Mother-daughter team Deborah and Alexandra Stone create luxurious, rejuvenating skin care products harnessing the power of the plants grown on their Alabama farm
botaniko, stone hollow farmstead

Mother-daughter team Deborah and Alexandra Stone create luxurious, Botaniko skin care products using the plants grown at their Stone Hollow Farmstead in Alabama.

“When you get the the end of the road, keep going.” I scribble the directions on the back of a receipt, cell phone wedged against my shoulder. I am scheduled to visit Stone Hollow Farmstead in Harpersville, Alabama, the next day, and Deborah Stone, the owner, knows that GPS will steer me wrong. Sure enough, when the long country road abruptly ends, I keep driving, barreling over the red dirt.

Outside the main barn, four Great Pyrenees lumber out to greet me, like friendly polar bears lost in central Alabama. Deborah and her daughter, Alexandra, come out as well, with a cat trailing behind. We are meeting to discuss Botaniko, the plant-based skin care line that the mother-daughter duo produces on the property.

The farm’s 80 raised beds of flowers and herbs are the crux of the operation, so we hop in a golf cart to take a tour. The setting is bucolic to the point of disbelief. Sheep graze on the hillside, cows chew grass in the pasture, horses gather near a lake. “Oh, look, a new baby goat—how exciting!” exclaims Alexandra as we round a corner to see a mother goat and her kid. “Was it born a few days ago?” I ask. “A few minutes ago,” says Alexandra with a laugh.

botaniko, stone hollow farmstead

A bucolic scene at Stone Hollow Farmstead

This heightened sense of vitality on display at Stone Hollow (which also operates a crackerjack creamery, cannery, and Community Supported Agriculture program) is central to the philosophy behind Botaniko, which aims to harness what the Stones call the “power of the plant” with the best science in skin care. The line is small-batch, meaning it is handmade, hand-poured, and hand-distilled on the property. In other words: fresh, clean, and healthy.

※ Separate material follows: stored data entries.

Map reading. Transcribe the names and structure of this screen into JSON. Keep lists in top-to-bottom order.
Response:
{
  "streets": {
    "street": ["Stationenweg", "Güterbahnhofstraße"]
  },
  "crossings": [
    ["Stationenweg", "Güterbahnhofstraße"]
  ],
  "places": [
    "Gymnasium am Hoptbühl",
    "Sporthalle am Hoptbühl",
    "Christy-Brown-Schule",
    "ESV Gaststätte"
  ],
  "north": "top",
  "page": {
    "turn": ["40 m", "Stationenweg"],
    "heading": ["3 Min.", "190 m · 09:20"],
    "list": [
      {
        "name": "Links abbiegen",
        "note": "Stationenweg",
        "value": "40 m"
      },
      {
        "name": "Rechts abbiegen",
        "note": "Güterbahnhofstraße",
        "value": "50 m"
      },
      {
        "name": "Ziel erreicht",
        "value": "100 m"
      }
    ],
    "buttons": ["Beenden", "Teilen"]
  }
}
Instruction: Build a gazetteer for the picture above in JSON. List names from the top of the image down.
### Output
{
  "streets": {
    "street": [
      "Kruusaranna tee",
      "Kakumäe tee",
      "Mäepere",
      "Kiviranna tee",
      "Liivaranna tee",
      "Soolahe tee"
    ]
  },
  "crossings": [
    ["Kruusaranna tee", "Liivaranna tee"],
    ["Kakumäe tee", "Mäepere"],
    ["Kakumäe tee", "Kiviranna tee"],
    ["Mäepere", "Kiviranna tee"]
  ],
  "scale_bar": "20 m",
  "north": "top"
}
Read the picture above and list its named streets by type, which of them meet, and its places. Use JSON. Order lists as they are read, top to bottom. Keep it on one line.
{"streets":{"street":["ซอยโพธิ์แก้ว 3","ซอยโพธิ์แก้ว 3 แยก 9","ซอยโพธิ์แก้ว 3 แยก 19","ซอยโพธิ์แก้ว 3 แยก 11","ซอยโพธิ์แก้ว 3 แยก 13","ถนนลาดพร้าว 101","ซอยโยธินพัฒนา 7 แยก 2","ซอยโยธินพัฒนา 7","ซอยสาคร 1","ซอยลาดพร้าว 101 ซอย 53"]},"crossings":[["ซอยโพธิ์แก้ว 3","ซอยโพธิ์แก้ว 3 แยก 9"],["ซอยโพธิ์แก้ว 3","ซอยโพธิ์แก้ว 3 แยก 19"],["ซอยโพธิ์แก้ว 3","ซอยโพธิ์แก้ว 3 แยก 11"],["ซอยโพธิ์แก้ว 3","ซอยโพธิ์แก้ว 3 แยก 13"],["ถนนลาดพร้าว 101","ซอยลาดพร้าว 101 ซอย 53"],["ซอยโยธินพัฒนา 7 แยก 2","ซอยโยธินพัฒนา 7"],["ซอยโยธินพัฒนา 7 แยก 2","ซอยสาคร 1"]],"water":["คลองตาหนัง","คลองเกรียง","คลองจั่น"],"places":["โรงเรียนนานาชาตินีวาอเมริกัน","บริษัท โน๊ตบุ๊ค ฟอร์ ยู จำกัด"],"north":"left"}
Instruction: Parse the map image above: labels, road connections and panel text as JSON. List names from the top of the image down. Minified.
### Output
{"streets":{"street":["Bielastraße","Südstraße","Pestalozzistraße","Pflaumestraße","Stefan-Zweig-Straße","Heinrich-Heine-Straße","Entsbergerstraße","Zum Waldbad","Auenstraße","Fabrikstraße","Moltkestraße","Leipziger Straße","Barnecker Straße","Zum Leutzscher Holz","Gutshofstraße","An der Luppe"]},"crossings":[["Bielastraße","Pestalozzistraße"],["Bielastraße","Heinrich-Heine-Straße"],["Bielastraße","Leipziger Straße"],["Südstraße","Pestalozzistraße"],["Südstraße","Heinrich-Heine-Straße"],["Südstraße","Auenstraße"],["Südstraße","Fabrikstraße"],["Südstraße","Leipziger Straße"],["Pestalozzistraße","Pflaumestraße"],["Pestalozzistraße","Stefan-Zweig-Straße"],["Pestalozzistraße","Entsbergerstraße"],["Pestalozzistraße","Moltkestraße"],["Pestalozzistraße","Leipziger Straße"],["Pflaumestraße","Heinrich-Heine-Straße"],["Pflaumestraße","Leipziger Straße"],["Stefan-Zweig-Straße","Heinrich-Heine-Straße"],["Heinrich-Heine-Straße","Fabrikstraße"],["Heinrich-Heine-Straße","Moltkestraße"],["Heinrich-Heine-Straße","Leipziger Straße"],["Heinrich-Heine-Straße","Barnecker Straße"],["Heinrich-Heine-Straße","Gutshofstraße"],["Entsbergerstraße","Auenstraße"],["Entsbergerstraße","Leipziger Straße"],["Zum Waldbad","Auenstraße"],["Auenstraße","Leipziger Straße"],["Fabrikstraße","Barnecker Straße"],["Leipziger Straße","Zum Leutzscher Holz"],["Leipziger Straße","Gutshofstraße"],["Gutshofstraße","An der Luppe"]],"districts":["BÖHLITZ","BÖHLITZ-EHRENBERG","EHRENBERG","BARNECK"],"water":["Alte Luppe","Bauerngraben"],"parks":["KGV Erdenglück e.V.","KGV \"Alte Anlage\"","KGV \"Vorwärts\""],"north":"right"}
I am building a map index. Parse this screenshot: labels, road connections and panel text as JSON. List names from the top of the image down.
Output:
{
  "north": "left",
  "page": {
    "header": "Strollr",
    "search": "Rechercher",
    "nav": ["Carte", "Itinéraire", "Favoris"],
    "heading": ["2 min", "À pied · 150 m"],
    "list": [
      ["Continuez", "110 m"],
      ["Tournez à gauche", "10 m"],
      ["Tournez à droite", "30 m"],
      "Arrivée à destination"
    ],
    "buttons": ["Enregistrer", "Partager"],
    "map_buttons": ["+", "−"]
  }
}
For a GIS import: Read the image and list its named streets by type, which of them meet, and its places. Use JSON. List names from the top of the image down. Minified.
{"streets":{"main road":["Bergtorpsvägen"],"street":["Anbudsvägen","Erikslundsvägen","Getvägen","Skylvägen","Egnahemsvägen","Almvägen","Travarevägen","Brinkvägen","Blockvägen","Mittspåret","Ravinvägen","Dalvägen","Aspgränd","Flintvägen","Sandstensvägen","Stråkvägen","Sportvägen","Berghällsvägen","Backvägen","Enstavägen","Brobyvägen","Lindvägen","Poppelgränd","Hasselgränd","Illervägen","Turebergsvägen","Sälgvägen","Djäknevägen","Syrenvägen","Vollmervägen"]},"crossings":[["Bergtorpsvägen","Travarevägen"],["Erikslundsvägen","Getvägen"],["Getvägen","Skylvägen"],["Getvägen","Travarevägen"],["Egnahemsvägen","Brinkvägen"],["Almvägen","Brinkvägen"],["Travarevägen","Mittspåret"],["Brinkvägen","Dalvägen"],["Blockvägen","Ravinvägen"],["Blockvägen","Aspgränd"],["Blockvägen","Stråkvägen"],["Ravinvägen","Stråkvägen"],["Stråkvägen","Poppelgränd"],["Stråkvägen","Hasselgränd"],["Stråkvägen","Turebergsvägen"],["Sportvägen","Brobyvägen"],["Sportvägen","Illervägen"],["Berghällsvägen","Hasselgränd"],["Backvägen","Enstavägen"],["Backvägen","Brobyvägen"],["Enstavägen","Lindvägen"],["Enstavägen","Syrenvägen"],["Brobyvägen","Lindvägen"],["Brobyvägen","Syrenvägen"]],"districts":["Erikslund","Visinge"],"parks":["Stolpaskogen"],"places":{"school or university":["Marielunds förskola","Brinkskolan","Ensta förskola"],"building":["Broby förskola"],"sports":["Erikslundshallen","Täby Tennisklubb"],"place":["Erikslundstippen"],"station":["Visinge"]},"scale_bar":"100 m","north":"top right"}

Deborah began her career as an aesthetician, opening one of the country’s first day spas in 1989, which gave her exposure to the best treatments and product lines. After selling her business, she bought the farm, wanting a place for Alexandra to ride horses and a place to grow herbs to make her own products. “I tell everybody I grew up at the right time,” she says. “Having prior knowledge from the day spa and working with the best of the best, like Trish McEvoy, made me feel like this was my destiny.”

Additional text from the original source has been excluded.